Anyway, that is the “other side of the story”. The truth is probably somewhere in between.
Among the participants of that match from the Hungarian side was legendary Deszo Dyarmati. In the 70s he became Head coach of the successful Hungarian team. We became good friends but never spoke about the distant 1956 events.
Most of that match participants passed away. The Union of the Soviet Socialist Republics seized to exist. The communist ideology, inspired by the Karl Marx and Friedrich Engels’ teachings, does not dominate in the “Eastern Block” societies anymore. But the Hungarian water polo school remains one of the best in the world. Unfortunately, the disintegration of the Soviet Union and ensued social upheaval negatively affected the sport’s development in this part of the world. I am extremely sorry that one of the world’s greatest schools in men’s water polo is in decline at present.

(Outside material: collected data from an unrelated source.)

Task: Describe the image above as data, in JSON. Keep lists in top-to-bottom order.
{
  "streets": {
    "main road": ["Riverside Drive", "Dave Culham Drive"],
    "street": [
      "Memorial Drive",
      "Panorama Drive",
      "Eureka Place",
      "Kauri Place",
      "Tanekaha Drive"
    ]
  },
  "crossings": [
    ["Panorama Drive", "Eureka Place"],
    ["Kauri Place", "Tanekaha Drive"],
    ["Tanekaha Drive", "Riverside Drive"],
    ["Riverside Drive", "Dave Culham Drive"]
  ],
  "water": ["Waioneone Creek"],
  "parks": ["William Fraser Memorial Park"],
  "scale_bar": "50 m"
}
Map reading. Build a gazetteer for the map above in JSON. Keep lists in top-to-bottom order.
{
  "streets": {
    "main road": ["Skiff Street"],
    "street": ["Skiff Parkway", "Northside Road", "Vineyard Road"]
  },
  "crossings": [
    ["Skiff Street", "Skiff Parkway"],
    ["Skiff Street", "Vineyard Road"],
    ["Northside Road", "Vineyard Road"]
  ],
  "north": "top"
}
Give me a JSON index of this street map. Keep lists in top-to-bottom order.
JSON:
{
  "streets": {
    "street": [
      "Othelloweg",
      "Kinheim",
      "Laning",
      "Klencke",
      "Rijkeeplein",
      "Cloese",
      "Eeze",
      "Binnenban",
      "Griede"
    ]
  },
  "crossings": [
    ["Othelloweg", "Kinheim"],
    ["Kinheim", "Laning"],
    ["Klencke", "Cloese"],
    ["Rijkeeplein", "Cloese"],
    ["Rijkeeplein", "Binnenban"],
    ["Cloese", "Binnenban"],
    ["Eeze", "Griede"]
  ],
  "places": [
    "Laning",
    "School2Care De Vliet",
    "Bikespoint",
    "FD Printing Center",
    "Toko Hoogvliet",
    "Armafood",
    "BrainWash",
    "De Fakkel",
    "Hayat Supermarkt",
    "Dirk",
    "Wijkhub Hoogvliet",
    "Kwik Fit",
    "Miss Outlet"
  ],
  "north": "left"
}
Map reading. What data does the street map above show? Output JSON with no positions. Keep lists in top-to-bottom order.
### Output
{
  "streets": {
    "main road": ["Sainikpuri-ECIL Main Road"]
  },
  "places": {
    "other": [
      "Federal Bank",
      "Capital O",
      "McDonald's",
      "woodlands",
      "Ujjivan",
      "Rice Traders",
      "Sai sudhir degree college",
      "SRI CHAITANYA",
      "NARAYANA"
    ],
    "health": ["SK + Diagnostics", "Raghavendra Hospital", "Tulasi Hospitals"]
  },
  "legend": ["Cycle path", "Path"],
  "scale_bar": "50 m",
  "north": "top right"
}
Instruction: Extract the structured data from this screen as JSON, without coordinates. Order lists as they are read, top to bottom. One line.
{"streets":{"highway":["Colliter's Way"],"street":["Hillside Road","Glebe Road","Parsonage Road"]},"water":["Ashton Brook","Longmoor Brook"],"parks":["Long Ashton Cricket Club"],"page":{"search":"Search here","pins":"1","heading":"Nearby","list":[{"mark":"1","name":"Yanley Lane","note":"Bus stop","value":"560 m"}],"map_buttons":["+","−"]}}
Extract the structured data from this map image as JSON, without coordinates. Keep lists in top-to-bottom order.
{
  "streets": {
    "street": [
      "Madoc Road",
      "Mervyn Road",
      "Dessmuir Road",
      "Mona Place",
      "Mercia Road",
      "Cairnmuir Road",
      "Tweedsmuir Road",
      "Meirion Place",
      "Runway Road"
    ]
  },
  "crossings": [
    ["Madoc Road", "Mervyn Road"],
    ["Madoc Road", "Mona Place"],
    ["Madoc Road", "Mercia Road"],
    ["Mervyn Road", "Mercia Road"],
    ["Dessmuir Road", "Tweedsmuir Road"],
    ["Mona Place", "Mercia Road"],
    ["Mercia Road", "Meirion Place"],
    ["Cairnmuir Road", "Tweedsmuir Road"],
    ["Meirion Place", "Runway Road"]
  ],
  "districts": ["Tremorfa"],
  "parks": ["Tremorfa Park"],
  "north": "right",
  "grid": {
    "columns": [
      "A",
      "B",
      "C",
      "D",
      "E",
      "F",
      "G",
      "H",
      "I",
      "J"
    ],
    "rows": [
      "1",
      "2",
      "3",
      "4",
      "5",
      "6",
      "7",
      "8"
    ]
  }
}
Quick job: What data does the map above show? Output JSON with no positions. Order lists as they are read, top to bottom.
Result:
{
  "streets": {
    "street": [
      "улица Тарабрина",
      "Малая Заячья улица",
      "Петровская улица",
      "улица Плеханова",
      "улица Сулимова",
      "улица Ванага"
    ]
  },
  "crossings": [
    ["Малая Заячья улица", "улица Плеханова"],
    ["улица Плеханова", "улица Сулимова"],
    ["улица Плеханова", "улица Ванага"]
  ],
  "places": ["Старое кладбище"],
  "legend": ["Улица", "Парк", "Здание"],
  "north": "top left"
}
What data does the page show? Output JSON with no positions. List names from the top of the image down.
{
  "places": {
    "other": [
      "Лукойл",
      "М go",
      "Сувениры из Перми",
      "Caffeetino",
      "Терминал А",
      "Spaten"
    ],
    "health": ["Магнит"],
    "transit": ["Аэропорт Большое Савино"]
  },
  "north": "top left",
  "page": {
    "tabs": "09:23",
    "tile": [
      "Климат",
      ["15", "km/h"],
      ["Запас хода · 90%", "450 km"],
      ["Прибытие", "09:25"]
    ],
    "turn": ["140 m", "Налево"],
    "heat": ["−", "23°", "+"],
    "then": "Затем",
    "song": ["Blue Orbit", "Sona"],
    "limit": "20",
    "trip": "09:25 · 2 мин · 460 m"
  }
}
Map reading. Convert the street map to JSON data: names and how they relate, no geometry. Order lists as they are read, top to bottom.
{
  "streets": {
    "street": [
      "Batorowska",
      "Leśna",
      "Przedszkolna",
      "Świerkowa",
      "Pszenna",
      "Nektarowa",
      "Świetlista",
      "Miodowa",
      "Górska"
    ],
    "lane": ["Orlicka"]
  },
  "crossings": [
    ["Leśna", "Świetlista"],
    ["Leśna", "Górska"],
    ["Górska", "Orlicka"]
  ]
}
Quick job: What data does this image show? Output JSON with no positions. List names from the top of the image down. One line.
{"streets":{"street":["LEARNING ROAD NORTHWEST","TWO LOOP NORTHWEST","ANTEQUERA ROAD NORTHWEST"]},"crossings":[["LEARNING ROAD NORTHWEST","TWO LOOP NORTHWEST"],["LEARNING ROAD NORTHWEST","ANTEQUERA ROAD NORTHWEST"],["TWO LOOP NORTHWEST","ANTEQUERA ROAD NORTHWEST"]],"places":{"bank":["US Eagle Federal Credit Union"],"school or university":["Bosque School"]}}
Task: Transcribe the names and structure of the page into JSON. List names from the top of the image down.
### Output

The Soviet water polo school evolved from the pre-World War Two period. In the 50s they were learning a lot from the Hungarians. From that time until mid-80s annual “friendly” matches were held twice a year – once in Hungary and once in the USSR. I remember that at the beginning of my tenure in the National team those events were great learning tests. Despite fierce rivalry in swimming pools at the European, world and Olympic tournaments, we became good friends with many Hungarian players. Among them were legendary Istvan Szivos, Istvan Gorgenyi, Endre Molnar, Tomas Farago, Gyorgy Gerendas, Gyorgy Horkay and many others. There were the times when Hungary beat us. On other occasions the USSR came on top. But these are different stories.
PS: I apologize for possible misspelling of the names.